Excel interfering with dates

C

Chris Watts

How can I stop Excel 2007 interfering with dates?
I have a variety of dates to enter. Some are before 1900, some after. Some
are partial (with no year given); some are just a year. All are entered in
the form 1 Sep 1854 (with some parts missing).
I have defined the format of the cells to be Text/String but Excel ignores
that and corrupts the dates by assuming, if no year is present, that they
are 2011 and if they are after 1900 it converts them to 01/01/2011 format.
How can I force Excel to do what it is told and treat them all as Text?
 
R

Ron Rosenfeld

How can I stop Excel 2007 interfering with dates?
I have a variety of dates to enter. Some are before 1900, some after. Some
are partial (with no year given); some are just a year. All are entered in
the form 1 Sep 1854 (with some parts missing).
I have defined the format of the cells to be Text/String but Excel ignores
that and corrupts the dates by assuming, if no year is present, that they
are 2011 and if they are after 1900 it converts them to 01/01/2011 format.
How can I force Excel to do what it is told and treat them all as Text?

You need to format the cells as "Text" before you enter your strings. Doing that works properly on my Excel 2007. To check that you have done this properly, BEFORE you enter any data, on the "Home" ribbon in the "Number" section, it should say "Text" in the drop-down box, and not "General" or something else.
 
S

Stan Brown

How can I stop Excel 2007 interfering with dates?
I have a variety of dates to enter. Some are before 1900, some after. Some
are partial (with no year given); some are just a year. All are entered in
the form 1 Sep 1854 (with some parts missing).
I have defined the format of the cells to be Text/String but Excel ignores
that and corrupts the dates by assuming, if no year is present, that they
are 2011 and if they are after 1900 it converts them to 01/01/2011 format.
How can I force Excel to do what it is told and treat them all as Text?

By *entering* them as text, i.e. with a leading apostrophe.
 
C

Chris Watts

Ron Rosenfeld said:
You need to format the cells as "Text" before you enter your strings.
Doing that works properly on my Excel 2007. To check that you have done
this properly, BEFORE you enter any data, on the "Home" ribbon in the
"Number" section, it should say "Text" in the drop-down box, and not
"General" or something else.


I thought that I had done just that.

Is there any way to change it after date has been entered?
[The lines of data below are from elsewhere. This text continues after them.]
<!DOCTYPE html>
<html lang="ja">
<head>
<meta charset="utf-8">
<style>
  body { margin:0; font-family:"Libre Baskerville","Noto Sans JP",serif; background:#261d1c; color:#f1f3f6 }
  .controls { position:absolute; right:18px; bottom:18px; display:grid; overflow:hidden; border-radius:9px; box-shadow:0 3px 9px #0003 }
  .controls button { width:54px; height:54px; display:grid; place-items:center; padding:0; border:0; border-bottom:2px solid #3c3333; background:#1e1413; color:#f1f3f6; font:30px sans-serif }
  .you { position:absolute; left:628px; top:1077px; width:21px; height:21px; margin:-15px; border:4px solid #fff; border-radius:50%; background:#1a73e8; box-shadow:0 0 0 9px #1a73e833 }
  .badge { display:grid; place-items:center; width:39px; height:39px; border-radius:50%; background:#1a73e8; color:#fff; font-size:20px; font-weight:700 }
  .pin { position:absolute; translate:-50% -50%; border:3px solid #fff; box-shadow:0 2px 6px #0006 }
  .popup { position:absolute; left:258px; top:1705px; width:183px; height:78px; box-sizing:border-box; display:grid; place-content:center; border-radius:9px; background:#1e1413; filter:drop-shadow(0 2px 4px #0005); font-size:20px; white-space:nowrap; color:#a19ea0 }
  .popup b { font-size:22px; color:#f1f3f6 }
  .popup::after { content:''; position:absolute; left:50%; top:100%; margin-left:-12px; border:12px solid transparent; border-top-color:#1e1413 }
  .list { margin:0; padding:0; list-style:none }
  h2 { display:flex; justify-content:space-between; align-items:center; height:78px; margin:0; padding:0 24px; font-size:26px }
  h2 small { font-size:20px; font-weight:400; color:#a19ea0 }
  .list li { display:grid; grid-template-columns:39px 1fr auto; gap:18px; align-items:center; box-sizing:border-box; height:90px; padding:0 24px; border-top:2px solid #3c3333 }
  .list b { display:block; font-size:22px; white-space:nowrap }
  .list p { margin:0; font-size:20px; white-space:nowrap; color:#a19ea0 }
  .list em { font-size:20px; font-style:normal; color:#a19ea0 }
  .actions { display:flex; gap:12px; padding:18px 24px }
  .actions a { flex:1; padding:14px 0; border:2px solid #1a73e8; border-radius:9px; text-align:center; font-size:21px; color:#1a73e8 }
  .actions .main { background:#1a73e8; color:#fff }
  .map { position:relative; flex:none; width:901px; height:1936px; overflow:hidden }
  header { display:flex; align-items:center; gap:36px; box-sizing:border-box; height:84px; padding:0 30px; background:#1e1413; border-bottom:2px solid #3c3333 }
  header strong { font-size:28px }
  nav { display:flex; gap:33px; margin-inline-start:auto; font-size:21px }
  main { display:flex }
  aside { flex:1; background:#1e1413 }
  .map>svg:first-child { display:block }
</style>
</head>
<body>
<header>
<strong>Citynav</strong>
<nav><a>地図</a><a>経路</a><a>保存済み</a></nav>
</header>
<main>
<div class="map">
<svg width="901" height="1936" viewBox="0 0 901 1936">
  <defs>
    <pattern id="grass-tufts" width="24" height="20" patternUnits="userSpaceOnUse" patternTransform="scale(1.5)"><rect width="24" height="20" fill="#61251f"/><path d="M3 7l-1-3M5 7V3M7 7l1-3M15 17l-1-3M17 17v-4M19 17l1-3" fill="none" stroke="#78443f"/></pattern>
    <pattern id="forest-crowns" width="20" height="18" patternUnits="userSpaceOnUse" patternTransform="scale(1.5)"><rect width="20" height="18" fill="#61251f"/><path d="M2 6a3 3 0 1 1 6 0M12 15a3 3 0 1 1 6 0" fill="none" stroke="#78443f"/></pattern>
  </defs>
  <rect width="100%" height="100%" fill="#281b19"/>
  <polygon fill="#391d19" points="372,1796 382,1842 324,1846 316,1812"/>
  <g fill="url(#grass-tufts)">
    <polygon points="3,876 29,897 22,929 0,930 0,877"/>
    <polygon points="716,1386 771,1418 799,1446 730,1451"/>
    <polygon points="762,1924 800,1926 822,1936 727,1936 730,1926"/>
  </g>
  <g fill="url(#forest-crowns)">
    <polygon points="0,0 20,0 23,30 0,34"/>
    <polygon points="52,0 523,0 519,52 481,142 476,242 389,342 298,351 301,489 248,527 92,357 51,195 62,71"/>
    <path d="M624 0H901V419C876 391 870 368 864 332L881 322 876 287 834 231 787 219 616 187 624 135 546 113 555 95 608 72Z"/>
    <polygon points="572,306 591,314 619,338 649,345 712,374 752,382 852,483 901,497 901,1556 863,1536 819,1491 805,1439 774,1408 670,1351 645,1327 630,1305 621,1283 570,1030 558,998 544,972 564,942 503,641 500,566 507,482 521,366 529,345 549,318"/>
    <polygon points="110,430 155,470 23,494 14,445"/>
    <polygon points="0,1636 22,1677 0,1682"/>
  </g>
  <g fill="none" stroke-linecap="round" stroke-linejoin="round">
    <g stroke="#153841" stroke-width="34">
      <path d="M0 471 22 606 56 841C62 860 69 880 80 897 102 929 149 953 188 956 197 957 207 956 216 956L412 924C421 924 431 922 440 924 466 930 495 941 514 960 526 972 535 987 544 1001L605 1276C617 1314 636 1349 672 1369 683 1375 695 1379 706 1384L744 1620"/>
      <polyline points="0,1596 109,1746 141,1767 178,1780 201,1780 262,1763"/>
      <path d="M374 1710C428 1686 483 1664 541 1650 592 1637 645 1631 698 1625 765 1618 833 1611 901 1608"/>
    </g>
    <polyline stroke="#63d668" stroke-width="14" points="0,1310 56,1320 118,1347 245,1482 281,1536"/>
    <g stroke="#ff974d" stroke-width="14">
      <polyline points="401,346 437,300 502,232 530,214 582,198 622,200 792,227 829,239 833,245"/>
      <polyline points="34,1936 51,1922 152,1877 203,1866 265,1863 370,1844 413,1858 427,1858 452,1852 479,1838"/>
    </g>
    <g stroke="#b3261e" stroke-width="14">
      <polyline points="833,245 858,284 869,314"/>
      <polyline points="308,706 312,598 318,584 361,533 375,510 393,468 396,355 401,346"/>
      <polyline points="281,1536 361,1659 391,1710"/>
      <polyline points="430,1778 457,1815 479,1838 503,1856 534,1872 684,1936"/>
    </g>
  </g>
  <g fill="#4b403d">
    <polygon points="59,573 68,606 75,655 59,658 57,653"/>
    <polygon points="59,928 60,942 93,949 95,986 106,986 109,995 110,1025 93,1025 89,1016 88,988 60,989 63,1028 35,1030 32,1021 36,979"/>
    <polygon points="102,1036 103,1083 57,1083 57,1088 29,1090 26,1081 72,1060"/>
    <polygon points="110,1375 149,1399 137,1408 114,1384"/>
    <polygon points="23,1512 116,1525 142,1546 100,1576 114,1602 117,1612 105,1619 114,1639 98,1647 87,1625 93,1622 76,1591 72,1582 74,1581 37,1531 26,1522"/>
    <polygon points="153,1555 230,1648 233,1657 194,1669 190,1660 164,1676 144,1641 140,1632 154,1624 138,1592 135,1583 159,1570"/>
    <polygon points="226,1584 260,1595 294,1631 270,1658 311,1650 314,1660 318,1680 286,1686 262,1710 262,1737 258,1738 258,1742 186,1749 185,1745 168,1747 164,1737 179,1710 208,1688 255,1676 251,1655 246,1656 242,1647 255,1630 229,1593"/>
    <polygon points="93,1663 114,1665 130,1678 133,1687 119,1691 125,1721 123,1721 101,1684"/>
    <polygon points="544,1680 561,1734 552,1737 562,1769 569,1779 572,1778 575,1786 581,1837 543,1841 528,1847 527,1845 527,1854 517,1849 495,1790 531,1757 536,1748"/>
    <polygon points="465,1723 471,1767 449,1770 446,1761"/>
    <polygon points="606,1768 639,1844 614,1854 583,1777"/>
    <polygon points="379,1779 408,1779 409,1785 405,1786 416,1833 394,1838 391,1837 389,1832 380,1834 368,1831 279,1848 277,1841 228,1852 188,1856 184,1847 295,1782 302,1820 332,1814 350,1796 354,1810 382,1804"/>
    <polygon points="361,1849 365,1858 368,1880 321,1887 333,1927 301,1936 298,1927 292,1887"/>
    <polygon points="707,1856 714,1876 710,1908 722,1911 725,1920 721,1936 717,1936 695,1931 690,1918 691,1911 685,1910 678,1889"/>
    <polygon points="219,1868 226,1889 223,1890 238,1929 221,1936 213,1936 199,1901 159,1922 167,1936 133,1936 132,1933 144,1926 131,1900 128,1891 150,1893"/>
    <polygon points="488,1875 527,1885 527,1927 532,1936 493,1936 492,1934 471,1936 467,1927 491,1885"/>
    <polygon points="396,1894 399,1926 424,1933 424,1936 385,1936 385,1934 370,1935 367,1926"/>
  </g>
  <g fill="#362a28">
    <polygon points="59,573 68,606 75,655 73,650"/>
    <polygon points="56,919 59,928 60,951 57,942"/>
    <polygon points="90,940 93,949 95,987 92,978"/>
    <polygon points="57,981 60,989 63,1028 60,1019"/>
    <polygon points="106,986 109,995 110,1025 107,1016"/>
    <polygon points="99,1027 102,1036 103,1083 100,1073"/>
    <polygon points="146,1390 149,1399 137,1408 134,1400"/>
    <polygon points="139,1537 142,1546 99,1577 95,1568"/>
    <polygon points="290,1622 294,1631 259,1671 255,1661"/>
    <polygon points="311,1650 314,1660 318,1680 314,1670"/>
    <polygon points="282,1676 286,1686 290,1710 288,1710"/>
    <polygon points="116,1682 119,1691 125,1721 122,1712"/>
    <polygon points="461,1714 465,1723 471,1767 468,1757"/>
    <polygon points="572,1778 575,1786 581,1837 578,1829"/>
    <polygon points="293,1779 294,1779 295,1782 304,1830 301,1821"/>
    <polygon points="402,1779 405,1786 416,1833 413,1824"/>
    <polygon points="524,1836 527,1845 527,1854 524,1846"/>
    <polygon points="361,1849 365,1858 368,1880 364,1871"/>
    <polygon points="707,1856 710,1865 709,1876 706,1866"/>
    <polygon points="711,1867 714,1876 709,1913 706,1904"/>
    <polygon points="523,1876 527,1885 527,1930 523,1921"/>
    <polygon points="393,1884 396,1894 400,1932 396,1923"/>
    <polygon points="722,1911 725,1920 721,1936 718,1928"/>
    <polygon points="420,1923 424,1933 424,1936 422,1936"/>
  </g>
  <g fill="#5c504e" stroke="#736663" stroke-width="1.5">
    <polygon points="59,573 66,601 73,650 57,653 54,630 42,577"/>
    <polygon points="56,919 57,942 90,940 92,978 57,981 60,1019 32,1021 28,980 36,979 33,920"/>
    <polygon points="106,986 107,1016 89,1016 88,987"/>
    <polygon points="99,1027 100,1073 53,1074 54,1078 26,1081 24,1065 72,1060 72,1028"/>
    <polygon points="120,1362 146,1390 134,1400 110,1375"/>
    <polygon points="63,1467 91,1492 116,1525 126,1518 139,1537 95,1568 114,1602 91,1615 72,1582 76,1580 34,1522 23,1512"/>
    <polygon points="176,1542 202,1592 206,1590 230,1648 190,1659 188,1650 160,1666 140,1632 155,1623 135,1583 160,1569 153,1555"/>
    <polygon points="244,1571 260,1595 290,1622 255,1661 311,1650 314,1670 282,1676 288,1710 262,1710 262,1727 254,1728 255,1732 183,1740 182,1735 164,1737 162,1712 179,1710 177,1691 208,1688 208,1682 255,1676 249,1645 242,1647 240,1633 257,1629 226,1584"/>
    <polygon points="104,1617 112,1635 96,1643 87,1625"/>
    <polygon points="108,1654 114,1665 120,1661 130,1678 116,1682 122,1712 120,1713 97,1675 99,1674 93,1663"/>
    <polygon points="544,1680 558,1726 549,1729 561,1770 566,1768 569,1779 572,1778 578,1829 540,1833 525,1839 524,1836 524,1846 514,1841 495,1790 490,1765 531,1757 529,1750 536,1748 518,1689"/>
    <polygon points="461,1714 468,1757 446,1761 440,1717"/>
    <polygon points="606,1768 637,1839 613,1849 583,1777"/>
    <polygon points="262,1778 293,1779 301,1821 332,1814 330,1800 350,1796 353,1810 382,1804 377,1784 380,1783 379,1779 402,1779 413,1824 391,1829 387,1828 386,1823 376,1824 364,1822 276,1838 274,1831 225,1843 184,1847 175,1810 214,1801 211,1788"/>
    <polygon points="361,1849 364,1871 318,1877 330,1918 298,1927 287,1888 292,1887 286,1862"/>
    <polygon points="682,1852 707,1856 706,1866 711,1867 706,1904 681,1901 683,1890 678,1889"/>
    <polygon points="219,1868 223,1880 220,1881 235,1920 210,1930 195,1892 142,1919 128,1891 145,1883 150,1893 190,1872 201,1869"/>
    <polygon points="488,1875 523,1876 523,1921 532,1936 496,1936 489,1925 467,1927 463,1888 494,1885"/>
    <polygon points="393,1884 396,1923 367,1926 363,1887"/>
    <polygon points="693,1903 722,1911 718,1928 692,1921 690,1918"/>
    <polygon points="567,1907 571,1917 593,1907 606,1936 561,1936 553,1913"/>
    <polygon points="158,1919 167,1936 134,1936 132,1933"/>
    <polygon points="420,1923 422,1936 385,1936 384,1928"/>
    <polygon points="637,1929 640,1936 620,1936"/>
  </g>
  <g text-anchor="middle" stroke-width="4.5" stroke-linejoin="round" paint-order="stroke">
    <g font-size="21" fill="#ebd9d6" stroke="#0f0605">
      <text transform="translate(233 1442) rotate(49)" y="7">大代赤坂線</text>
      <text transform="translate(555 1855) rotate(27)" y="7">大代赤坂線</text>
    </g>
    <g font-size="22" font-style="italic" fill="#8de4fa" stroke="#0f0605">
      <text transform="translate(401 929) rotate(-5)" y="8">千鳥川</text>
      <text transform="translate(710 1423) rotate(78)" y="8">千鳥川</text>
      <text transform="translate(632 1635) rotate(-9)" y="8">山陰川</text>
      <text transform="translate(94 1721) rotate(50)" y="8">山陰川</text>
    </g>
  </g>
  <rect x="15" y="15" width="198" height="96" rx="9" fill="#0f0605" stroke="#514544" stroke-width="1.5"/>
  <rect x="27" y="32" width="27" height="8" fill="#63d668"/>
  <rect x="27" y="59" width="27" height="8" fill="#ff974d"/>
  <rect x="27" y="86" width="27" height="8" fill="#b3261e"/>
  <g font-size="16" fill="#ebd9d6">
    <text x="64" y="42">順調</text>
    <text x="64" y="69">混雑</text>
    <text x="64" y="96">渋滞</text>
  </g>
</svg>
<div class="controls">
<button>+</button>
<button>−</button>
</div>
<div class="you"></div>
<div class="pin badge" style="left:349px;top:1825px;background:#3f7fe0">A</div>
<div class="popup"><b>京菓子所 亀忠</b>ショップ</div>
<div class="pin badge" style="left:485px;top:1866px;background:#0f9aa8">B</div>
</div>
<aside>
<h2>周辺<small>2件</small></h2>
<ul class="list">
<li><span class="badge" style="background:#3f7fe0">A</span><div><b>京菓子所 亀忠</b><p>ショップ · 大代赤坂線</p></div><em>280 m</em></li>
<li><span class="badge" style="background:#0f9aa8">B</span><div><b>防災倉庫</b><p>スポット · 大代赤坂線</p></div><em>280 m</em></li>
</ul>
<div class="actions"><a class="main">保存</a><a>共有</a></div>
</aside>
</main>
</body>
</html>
I am happy to
use vba to achieve it if necessary.

cheers
Chris
 
R

Ron Rosenfeld

I thought that I had done just that.

You need to be certain. I was not able to get Excel 2007 to change an entry to an "Excel date" if I formatted the cell as text before entering any data.

Did you check the cell, as I suggested in the last post, BEFORE you entered your data?

If you have a cell that is already formatted as TEXT, what happens if you replace the contents with 14-Jun, or something similar.

If, for some reason, you can't figure out what's going on, then prefix your date entries with a single quote -- that will force them to be treated as text.

Is there any way to change it after date has been entered? I am happy to
use vba to achieve it if necessary.

Pre-1900 dates, that were entered with a year, should be OK. Excel interprets them as text

Post 1900 dates will have been changed to a serial number, with 1 = 1 Jan 1900. So it'll be difficult to devise a robust algorithm to figure out where the entry represents a year vs a date early in the last century.
 
S

Stan Brown

Is there any way to change it after date has been entered? I am happy to
use vba to achieve it if necessary.

No. The original information has been lost, because Excel has
converted (its interpretation of) your input to a day number.
 
C

Chris Watts

Ron Rosenfeld said:
You need to be certain. I was not able to get Excel 2007 to change an
entry to an "Excel date" if I formatted the cell as text before entering
any data.

Did you check the cell, as I suggested in the last post, BEFORE you
entered your data?

If you have a cell that is already formatted as TEXT, what happens if you
replace the contents with 14-Jun, or something similar.

If, for some reason, you can't figure out what's going on, then prefix
your date entries with a single quote -- that will force them to be
treated as text.



Pre-1900 dates, that were entered with a year, should be OK. Excel
interprets them as text

Post 1900 dates will have been changed to a serial number, with 1 = 1 Jan
1900. So it'll be difficult to devise a robust algorithm to figure out
where the entry represents a year vs a date early in the last century.

Thanks for the thoughts, Ron. [and for removing the address in my signature
that got left in by me by accident - spam awaited!!]

cheers
Chris
 
R

Ron Rosenfeld

Thanks for the thoughts, Ron. [and for removing the address in my signature
that got left in by me by accident - spam awaited!!]

cheers
Chris

Glad to help. I wish I could take credit for having thought about your address removal, but I was rather just quoting what I needed to respond in context.